Niman quickly made the opposite evident in her article (as if being an
animal exploiter didn't make it evident in the first place):
Although I've been a vegetarian for more than 20 years, I have never accepted the view that eating meat is morally wrong. It's just never made sense
to me that something humans and our ancestors have been doing for some
4 million years—something that's a major component of the natural
world's system of nutrient recycling—could be immoral. And the more
I've learned about ecologically sound food production, the more I've
come to appreciate the important role animals play in it, both here and
around the world.
I don't know vegan Lyman's politics. I doknow that he advocates veganism, but that much of his vegan advocacy
focuses on human health and the environment. In their Berkeley debate,
Niman countered his environmental arguments by defending animal consumption as an integral part of the earth's ecology and then countered his health arguments by presenting the consumption of animal flesh as a likely necessary component of human evolution.

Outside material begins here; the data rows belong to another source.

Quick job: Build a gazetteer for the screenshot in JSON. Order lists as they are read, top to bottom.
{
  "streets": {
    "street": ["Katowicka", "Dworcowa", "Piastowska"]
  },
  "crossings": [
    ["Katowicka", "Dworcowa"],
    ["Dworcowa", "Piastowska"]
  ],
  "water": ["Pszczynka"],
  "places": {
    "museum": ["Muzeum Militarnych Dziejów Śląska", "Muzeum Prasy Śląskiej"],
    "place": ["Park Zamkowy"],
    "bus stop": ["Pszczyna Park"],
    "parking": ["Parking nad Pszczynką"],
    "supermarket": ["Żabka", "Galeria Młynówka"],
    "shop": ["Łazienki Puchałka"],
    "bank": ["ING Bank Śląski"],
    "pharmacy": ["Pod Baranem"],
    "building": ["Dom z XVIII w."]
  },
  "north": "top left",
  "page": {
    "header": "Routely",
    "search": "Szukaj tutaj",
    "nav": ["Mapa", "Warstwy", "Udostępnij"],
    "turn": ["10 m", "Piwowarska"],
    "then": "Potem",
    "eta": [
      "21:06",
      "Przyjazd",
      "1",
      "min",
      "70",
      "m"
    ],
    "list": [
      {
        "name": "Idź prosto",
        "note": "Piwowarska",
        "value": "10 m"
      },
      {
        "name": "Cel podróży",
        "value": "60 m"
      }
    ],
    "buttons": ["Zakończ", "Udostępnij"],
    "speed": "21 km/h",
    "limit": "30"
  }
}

In the Berkeley debate, Lyman compared animal agriculture to human slavery
and to the Holocaust. In response to this in her article, Niman
chastised him (and made evident her speciesism) by stating how "many
Jews and African-Americans would strenuously object to slavery and
Holocaust analogies" in discussions of the ethics of non-human animal
use. She then called upon her pal Foer to get his purportedly authoritative assessment of Lyman's analogies:
He agreed with me that the analogy is offensive and, in his words, "intellectually cheap." "It implies that one is incapable of explaining
or understanding what is wrong with the meat industry on its own
terms," he told me. "I am convinced that if the average American were
to have an honest and clear-eyed introduction to the truth about
factory farming, he or she would have no problem understanding what's
wrong with it. To reach for a human catastrophe is not only repugnant,
it's unnecessary."
Of course, what's funny about Foer's indignant reaction is that Foer,
himself, is "incapable of explaining or understanding what is wrong
with the meat industry on its own terms" as well as unwilling to
generally just take the rights and interests of non-human animals
seriously.


Niman continued by arguing that
while it's natural for animals to kill those of other species for food, that "throughout nature, killing members of one's own species is rare and aberrant behavior" and that humans have as much right to kill non-human animals for food as non-human animals have to kill other non-human animals for food. I wondered for half a heartbeat if she'd extend this to non-human animals killing humans for food? I'm guessing not, even though she insists that she doesn't see people as "standing at the top of some hierarchy with animals beneath them".

It's no wonder, given the stuff that comes out of various "happy meat"
propaganda machines that Niman chose to finish up her piece with a
phony kumbaya moment, bringing up that as an animal exploiter, she
purportedly shares "common ground" with vegan advocates -- i.e. the
need to "rid the world of factory farms". Unfortunately, what Niman
leaves out is that her interest in the world running out of factory
farms is tied into increased profits from her own sale of animal parts to fill the demand.


Go vegan. Talk to
others about veganism. Heck knows that with all of the confused (and confusing) messages going out on the internet and in the media concerning the
ethics of animal consumption that the general public really could use
some solid information and that those seeking to change their
consumption could use some guidance. At the very least I know that the
non-human animals Niman considers property would appreciate some extra
voices speaking out on their behalf.